Anggota DPRD Kota Medan, dr Dimas Sofani Lubis meminta agar masyarakat tertib administrasi agar program UHC yang sudah berjalan juga bisa digunakan sebagaimana mestinya.
“Program UHC tidak bisa digunakan tanpa KK ataupun KTP,” ujarnya saat menggelar Sosialisasi Peraturan Daerah (Perda) Kota Medan No.4 Tahun 2012 tentang Sistem Kesehatan Kota Medan di Jalan Sembada III Lingkungan XI, Kelurahan PB Selayang II, Kecamatan Medan Selayang, Minggu (18/1/2026).
Menurut anggota Fraksi Partai Golkar ini, tidak tertibnya masyarakat dalam administrasi dapat menjadi salah satu faktor UHC tidak berjalan sesuai rencana.
“Terbukti, sampai saat ini masih ada saja masyarakat yang tidak bisa menggunakan program UHC karena masalah adminduk, yaitu karena KK ataupun KTP yang terkendala,” tuturnya.
Dimas yang dalam kegiatan yang turut dihadiri perwakilan Dinas Lingkungan Hidup (DLH) Kota Medan, Erianto dan perwakilan BPJS Kesehatan Medan, Mia Suryanti Ginting itu, dirinya baru saja menemukan adanya kasus seorang warga Kota Medan yang tidak bisa berobat dengan program UHC.
Hal itu dikatakannya karena KK yang digunakan masyarakat tersebut masih merupakan KK lama yang Nomor Induk Kependudukan (NIK) nya belum terkoneksi secara online.
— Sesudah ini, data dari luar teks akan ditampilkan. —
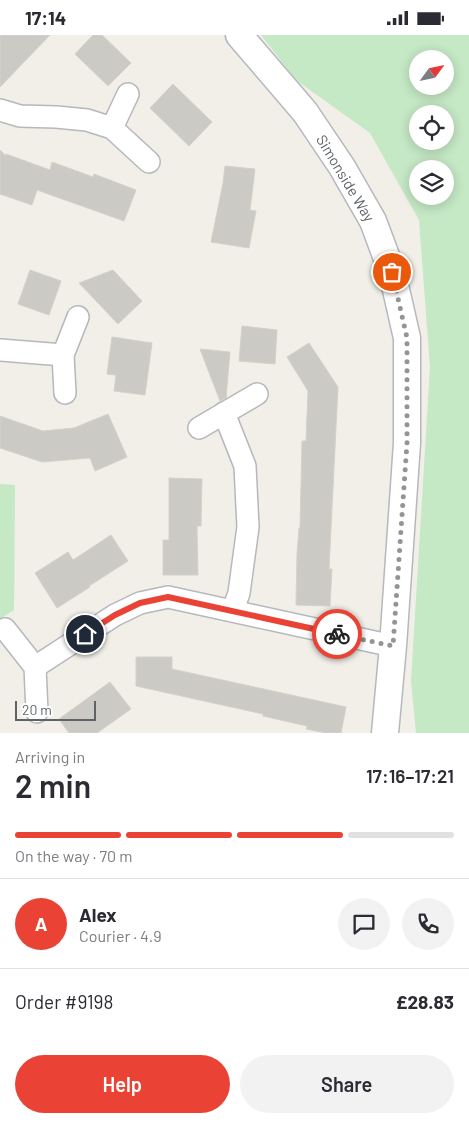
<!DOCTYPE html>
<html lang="en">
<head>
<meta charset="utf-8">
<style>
	body { margin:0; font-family:Barlow,sans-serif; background:#f2f2f3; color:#2b2b33; height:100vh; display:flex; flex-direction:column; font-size:19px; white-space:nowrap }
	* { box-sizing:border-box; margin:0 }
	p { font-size:16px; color:#7c7c81 }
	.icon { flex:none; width:28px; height:28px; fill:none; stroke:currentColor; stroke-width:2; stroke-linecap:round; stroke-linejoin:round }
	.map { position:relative; height:698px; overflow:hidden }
	.drawer { display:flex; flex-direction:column; background:#fff; flex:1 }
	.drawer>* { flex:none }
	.needle { width:32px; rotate:57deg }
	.buttons { position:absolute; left:409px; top:15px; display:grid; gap:10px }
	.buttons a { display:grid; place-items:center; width:45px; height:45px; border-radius:50%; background:#fff; box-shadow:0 2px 12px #0003; font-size:25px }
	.scale { position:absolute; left:15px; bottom:12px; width:81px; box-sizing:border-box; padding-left:5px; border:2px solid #5f6368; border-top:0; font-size:14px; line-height:18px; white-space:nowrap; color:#5f6368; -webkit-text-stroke:4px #fff; paint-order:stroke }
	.pin { position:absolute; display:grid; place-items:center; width:42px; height:42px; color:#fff; margin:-21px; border:2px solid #fff; border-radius:50%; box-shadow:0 1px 5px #0007 }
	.courier { position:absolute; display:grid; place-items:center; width:50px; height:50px; margin:-25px; border:4px solid #ea4335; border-radius:50%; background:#fff; color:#222; box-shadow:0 1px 6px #0007 }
	.head em { font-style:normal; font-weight:600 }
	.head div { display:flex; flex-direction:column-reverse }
	.head { display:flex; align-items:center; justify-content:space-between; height:85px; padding:0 15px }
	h1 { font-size:32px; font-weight:600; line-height:38px }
	.bar { display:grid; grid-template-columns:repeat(4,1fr); gap:8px 5px; align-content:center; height:60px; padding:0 15px }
	.bar i { height:6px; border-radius:4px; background:#e1e1e2 }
	.bar .active { background:#ea4335 }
	.bar p { grid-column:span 4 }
	.line { display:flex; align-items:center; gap:12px; padding:0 15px; border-top:1px solid #e1e1e2 }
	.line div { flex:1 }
	.round { display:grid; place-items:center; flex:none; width:52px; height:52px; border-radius:26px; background:#f2f2f3 }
	.primary-button { display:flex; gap:10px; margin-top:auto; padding:10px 15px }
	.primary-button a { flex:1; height:58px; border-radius:30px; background:#ea4335; color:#fff; font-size:20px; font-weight:600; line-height:58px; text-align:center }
	.primary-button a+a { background:#f2f2f3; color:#2b2b33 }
	.status { display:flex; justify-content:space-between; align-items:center; height:35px; padding:0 25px; background:#fff; direction:ltr }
	.status svg { height:14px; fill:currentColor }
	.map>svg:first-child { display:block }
	.green { fill:#c5e8c5; fill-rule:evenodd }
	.building { fill:#cccac5; stroke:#d6d1c6 }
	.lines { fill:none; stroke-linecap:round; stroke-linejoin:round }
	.minor-casing { stroke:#b5b8bc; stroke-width:24 }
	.tertiary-casing { stroke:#b5b8bc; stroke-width:29 }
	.minor { stroke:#fff; stroke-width:21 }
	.tertiary { stroke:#fff; stroke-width:26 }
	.done { stroke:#929495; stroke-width:5; stroke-dasharray:0 9 }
	.route { stroke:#ea4335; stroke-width:6 }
	.labels { text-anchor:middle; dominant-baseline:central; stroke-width:4; stroke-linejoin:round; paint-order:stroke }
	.street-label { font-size:15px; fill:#5f6368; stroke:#fff }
</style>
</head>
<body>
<div class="status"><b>17:14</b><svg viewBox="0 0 49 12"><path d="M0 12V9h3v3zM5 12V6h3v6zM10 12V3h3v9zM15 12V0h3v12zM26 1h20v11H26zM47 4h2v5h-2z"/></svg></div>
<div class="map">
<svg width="469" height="698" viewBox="0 0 469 698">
	<rect width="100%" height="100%" fill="#f1efe8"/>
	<g class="green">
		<path d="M 261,0 L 469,0 L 469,698 L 416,698 L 411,646 L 430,332 L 419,185 L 370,98 L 296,45 ZM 418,24 L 445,24 L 445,51 L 418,51 ZM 418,79 L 445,79 L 445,106 L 418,106 ZM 418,134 L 445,134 L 445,161 L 418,161 Z"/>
		<path d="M 0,449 L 15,450 L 14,575 L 0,584 Z"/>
	</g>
	<g class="building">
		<path d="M 0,0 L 50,0 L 0,52 Z"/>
		<path d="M 93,0 L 102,0 L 131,28 L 108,51 L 75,19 Z"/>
		<path d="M 173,49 L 212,87 L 189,111 L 150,73 Z"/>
		<path d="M 0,115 L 6,121 L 6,119 L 50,135 L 52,127 L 93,142 L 94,139 L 136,155 L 124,186 L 37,155 L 32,170 L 0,159 Z"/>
		<path d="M 225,131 L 255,134 L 250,175 L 256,176 L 249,213 L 211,207 L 223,148 Z"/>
		<path d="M 30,235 L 61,246 L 49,280 L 18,269 Z"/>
		<path d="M 113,235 L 142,266 L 118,289 L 79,248 Z"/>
		<path d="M 242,291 L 277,295 L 275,329 L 239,326 Z"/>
		<path d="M 112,302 L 152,308 L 145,360 L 114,356 L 116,340 L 107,339 Z"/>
		<path d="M 309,308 L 338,352 L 329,534 L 332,534 L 330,571 L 296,570 L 297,519 L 299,493 L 300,493 L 302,406 L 306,406 L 308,356 L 287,322 Z"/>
		<path d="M 200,314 L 230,317 L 226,363 L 220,366 Z"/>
		<path d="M 108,379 L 127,422 L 95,436 L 90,423 L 42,427 L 0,413 L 0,381 L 43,396 L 74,393 Z"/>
		<path d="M 169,443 L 202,444 L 201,491 L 197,491 L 198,540 L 163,540 L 163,505 L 169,505 Z"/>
		<path d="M 111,500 L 128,526 L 89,551 L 90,552 L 57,573 L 35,538 L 68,517 L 73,525 Z"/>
		<path d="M 136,622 L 172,622 L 172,634 L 346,672 L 341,698 L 326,698 L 306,694 L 307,691 L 263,681 L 263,679 L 136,651 Z"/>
		<path d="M 110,647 L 131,674 L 97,698 L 69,698 L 59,684 Z"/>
	</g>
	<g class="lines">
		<g class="minor-casing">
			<g id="minor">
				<path d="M 0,75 L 20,81 L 56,82 L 87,85 L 112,93 L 149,127"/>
				<path d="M 112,93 L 128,59"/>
				<path d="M 0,315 L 63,320"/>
				<path d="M 65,358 L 63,320 L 78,282"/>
				<path d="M 224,378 L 245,431 L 248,492 L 239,558 L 233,575"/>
				<path d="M 199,393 L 257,359"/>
				<path d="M 5,594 L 35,632 L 37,677"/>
				<path d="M 35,632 L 115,580 L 140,568 L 168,562 L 393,611"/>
			</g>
		</g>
		<g class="tertiary-casing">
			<path id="tertiary" d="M 239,0 L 305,77 L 342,132 L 373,186 L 392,237 L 407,303 L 407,408 L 393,611 L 385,698"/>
		</g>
		<use href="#minor" class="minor"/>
		<use href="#tertiary" class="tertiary"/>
	</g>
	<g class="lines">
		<path class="done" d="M 337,599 L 393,611 L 407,408 L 407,303 L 392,237"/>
		<path class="route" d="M 85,599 L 115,580 L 140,568 L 168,562 L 337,599"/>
	</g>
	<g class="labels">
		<g class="street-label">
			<text transform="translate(346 143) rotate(59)">Simonside Way</text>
		</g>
	</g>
</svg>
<div class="buttons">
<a><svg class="needle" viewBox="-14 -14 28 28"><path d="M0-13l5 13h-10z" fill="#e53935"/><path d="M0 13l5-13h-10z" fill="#7c7c81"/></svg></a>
<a><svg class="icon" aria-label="locate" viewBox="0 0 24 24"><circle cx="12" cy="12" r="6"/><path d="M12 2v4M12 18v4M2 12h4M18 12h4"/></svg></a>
<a><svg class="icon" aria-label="layers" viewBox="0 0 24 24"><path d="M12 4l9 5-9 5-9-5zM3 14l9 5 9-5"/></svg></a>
</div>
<div class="scale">20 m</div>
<div class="pin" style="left:392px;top:237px;background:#ea580c"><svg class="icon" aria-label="bag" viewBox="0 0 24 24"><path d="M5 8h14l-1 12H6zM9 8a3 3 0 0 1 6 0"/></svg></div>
<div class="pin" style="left:85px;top:599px;background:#1f2937"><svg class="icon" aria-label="home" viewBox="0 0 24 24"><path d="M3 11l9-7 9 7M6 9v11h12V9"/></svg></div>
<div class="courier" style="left:337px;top:599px"><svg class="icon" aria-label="bike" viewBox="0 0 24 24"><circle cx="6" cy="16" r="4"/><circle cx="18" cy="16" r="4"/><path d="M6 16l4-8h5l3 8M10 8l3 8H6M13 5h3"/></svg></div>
</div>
<section class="drawer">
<div class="head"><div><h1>2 min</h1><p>Arriving in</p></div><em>17:16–17:21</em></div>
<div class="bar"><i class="active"></i><i class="active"></i><i class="active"></i><i></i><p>On the way · 70 m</p></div>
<div class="line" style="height:90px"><b class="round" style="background:#ea4335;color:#fff">A</b><div><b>Alex</b><p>Courier · 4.9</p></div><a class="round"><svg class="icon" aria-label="chat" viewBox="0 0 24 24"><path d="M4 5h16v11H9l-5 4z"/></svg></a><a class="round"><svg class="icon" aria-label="phone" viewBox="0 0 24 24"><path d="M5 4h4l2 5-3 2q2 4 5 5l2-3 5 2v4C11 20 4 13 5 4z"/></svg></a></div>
<div class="line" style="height:65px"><div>Order #9198</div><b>£28.83</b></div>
<div class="primary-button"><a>Help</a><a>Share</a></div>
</section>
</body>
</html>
“Yang bersangkutan harus dirawat sebagai pasien umum di salah satu rumah sakit swasta di Medan, mereka terkendala biaya dan tidak bisa dicover UHC karena KK nya masih berwarna merah, KK lama yang NIK-nya belum terkoneksi secara online. Alhasil, saya yang membayar biaya perobatan warga tersebut,” katanya.
Menanggapi hal itu, dr Dimas Sofani Lubis kembali meminta kepada masyarakat Kota Medan untuk dapat lebih tertib dalam kepemilikan adminduk.
Baca juga : Dalam Sebulan, Lebih dari 3 Juta Warga Sumut Manfaatkan Layanan UHC Prioritas
“Mari kita pastikan data diri kita sudah terkoneksi secara online di Disdukcapil. Kalau tidak, masyarakat sendiri yang akan merasakan kerugiannya,” ucapnya.
Kesempatan yang sama, dr Dimas juga menerima banyak masukan dari masyarakat yang hadir. Salah satunya, dari seorang warga yang meminta untuk diberikan tempat sampah oleh Dinas Lingkungan Hidup Kota Medan di lingkungan tempat tinggal mereka.
“Inikan terkait masalah kesehatan juga pak. Kalau kami punya tong sampah organik dan non organik, maka sampah bisa dibuang pada tempatnya dengan lebih teratur. Sampah tidak bercampur, jadi lingkungan tidak bau dan kami jadi lebih sehat,” kata warga.
Menanggapi hal itu, perwakilan DLH Kota Medan, Erianto, mengatakan masyarakat yang membutuhkan tong sampah dapat berkoordinasi dengan pihak kecamatan untuk dapat diteruskan ke DLH Medan.
“Kalau tong sampah, itu sudah kami serahkan ke pihak kecamatan. Bila ada kekurangan tong sampah sampaikan ke kecamatan, nanti mereka akan menyampaikan permohonan kepada kami,” tuturnya.
Menanggapi kembali pernyataan Erianto, dr Dimas mengaku siap memfasilitasi masyarakat untuk bisa mendapatkan tong sampah dari DLH Kota Medan.
“Nanti kalau ada kendala hubungi saya, nanti saya yang akan berkoordinasi langsung dengan Kadis Lingkungan Hidup agar bisa diberikan tong sampah di lingkungan ini,” ucapnya.
Seperti diketahui, dr Dimas melakukan kegiatan yang sama di Jalan Musholla, Kelurahan Lalang, Kecamatan Medan Sunggal, Minggu (18/1/2026) sore.